*Items from a dataset*
-.-.-

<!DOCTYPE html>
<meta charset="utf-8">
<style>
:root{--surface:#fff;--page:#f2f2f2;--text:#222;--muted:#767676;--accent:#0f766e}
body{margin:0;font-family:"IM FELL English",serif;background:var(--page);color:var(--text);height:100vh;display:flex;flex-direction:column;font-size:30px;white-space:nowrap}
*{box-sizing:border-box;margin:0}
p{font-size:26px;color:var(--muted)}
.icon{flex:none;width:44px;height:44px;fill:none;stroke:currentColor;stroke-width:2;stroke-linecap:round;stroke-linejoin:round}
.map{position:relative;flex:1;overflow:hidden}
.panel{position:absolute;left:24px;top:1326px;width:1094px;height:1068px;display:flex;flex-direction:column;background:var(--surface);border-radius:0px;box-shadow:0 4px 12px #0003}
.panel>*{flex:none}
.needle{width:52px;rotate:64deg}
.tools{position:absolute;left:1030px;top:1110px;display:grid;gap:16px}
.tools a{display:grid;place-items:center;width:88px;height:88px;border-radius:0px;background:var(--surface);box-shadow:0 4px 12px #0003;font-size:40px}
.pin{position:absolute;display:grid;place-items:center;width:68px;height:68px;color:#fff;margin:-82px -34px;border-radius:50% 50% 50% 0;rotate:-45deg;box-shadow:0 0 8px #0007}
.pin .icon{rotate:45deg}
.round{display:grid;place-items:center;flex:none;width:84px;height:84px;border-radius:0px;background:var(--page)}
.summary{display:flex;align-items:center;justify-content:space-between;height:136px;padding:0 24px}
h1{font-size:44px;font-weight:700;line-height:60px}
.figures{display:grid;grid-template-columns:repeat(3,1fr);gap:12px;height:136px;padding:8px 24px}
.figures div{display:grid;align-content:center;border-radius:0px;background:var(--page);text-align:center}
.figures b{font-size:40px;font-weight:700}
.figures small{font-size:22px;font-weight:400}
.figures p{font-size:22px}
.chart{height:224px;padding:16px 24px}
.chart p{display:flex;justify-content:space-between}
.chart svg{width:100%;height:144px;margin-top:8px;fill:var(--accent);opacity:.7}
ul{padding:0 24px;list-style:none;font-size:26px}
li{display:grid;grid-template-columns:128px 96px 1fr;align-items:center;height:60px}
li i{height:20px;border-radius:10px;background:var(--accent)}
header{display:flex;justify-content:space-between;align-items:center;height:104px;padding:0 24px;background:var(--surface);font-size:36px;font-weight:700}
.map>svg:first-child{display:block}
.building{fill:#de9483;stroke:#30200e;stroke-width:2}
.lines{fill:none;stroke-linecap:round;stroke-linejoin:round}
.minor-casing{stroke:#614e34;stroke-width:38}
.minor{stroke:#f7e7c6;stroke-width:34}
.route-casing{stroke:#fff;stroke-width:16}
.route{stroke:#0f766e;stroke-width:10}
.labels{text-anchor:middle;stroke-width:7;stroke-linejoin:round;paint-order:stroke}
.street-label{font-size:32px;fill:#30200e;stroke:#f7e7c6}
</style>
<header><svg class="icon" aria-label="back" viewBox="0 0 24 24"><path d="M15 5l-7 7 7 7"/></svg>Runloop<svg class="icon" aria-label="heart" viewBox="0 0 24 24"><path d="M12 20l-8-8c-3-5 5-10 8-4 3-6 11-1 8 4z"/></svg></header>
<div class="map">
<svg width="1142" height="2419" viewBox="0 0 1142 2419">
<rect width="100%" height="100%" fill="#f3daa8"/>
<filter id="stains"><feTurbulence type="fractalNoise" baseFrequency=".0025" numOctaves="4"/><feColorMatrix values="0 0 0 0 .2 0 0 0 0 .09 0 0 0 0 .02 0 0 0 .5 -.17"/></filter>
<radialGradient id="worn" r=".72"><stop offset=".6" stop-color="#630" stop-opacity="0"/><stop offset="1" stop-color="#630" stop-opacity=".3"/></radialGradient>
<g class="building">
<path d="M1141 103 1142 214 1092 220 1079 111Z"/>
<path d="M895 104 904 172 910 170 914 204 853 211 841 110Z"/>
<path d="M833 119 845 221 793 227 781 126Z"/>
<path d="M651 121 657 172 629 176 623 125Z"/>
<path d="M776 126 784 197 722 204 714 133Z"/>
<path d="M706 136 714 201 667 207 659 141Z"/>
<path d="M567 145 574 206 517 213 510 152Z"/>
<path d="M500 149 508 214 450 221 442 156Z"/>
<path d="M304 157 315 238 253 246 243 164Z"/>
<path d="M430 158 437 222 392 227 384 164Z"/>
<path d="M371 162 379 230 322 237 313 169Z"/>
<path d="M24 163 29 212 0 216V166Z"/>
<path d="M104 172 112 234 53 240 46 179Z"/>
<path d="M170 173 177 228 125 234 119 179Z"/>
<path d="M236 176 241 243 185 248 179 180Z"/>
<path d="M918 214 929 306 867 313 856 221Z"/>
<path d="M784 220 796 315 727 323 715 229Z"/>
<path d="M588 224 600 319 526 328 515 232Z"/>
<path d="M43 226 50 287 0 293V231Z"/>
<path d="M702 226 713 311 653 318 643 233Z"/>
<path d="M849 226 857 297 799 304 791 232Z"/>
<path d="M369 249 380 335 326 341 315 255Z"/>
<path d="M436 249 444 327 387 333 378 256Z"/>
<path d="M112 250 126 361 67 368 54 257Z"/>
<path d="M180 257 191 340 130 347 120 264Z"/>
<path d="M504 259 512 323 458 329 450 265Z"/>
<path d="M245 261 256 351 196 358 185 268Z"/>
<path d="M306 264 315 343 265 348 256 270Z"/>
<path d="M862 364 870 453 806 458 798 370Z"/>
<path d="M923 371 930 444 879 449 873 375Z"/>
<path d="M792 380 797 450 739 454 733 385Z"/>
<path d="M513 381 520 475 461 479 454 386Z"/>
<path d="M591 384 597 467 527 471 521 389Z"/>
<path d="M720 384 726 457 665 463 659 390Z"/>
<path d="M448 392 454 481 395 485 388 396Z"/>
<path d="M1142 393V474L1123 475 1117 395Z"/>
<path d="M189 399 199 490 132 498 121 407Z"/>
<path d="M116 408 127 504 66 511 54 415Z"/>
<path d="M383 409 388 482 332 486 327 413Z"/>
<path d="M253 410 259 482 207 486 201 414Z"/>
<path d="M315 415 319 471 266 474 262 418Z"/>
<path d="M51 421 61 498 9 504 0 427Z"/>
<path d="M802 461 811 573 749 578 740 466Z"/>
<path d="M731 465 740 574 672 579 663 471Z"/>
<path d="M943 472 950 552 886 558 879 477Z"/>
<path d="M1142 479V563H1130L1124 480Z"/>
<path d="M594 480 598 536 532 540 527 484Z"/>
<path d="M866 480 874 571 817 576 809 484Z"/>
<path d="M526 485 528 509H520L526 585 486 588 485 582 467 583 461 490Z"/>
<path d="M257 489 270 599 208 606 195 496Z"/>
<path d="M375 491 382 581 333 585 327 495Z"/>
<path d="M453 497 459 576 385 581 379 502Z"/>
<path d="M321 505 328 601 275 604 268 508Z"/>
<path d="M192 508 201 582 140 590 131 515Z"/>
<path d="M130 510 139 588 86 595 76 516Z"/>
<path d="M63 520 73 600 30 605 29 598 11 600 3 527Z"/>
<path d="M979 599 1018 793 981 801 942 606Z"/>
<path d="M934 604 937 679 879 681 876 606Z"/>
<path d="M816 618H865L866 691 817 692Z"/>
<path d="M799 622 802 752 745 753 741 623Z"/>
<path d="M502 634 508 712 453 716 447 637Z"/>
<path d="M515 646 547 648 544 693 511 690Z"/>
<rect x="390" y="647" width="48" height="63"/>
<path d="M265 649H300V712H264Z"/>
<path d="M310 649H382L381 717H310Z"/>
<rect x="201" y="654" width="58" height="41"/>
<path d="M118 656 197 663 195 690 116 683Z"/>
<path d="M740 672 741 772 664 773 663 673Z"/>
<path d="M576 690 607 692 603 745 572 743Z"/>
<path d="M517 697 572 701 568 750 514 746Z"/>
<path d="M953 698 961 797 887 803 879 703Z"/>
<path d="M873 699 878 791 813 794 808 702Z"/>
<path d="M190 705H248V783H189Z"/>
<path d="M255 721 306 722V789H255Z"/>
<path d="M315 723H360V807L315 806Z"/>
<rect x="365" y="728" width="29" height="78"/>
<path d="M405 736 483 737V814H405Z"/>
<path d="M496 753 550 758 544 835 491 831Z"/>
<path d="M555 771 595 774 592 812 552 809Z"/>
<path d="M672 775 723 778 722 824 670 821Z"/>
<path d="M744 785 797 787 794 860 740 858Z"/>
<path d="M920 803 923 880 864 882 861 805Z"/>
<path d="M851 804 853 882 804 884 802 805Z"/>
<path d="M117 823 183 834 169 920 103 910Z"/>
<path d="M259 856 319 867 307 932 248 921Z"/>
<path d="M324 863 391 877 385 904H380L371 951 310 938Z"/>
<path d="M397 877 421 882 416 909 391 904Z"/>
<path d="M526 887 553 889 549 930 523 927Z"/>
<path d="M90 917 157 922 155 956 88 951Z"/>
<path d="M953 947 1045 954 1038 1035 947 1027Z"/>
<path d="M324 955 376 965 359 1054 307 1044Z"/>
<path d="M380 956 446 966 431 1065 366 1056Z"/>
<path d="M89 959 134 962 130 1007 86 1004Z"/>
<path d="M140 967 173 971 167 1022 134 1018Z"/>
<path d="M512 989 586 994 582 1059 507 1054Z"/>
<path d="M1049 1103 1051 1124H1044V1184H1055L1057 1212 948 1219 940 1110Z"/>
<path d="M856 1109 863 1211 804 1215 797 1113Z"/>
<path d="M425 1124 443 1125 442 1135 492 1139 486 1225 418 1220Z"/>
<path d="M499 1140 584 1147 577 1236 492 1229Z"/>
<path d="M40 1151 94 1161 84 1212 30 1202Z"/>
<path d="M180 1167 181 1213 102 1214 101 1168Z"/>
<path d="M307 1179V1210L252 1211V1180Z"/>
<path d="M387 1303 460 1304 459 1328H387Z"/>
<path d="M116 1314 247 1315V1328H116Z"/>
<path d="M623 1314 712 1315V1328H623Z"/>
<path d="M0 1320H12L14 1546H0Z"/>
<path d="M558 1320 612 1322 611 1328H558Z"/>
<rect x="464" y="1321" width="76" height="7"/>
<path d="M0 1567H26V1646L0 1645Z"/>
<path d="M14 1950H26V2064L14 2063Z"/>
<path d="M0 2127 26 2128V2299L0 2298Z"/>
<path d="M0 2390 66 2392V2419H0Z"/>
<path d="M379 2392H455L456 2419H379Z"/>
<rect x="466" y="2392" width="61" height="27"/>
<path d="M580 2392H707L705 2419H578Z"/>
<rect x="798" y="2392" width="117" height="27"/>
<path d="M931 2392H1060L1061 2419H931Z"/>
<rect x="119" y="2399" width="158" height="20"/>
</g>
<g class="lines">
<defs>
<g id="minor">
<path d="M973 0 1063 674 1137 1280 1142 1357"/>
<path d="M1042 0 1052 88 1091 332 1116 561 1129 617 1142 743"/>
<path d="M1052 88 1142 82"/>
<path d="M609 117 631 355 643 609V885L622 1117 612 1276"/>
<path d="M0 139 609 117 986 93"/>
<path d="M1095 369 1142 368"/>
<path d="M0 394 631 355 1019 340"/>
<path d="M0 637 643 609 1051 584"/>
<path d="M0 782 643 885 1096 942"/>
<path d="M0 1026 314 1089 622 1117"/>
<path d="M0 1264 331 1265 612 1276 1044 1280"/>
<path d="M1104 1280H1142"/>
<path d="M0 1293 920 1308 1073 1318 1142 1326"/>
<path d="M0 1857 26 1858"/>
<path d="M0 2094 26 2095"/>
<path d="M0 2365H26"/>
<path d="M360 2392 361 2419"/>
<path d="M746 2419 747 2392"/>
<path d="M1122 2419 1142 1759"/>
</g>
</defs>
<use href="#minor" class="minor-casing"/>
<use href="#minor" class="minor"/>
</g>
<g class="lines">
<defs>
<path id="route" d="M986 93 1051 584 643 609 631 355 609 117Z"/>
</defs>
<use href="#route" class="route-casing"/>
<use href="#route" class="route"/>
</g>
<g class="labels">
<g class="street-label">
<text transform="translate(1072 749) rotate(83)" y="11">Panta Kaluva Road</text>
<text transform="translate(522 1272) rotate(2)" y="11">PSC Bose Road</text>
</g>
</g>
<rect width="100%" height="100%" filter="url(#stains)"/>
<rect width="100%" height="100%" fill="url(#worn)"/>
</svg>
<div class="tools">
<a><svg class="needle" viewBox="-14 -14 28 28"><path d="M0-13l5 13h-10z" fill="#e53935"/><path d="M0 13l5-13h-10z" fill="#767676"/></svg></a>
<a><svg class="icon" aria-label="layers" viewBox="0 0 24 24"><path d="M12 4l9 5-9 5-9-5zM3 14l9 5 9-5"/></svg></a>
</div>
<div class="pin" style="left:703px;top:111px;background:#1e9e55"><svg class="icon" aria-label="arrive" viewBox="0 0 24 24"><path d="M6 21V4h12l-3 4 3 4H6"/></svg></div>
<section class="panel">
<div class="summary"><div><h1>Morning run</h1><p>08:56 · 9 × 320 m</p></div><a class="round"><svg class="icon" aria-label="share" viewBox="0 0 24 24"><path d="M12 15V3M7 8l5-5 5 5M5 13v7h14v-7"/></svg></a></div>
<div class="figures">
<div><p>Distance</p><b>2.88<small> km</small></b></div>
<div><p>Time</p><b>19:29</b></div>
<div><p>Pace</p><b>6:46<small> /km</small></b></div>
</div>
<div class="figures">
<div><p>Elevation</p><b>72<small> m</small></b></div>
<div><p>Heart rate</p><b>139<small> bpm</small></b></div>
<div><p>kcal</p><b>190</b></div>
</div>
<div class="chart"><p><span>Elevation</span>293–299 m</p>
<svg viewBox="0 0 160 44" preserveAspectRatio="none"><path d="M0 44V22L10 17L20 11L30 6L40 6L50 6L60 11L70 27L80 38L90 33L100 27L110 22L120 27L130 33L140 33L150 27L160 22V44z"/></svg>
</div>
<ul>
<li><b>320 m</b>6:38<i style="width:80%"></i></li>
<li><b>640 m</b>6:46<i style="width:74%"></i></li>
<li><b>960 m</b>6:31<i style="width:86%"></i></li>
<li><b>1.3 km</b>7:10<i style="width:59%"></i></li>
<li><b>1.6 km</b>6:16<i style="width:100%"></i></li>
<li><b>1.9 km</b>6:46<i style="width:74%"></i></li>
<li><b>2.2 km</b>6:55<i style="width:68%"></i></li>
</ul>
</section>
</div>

-.-.-

*AIM OF THE EXERCISE*
The lines to return are those in the entries above that include "Elevation".

*SOLUTION*
<div><p>Elevation</p><b>72<small> m</small></b></div>
<div class="chart"><p><span>Elevation</span>293–299 m</p>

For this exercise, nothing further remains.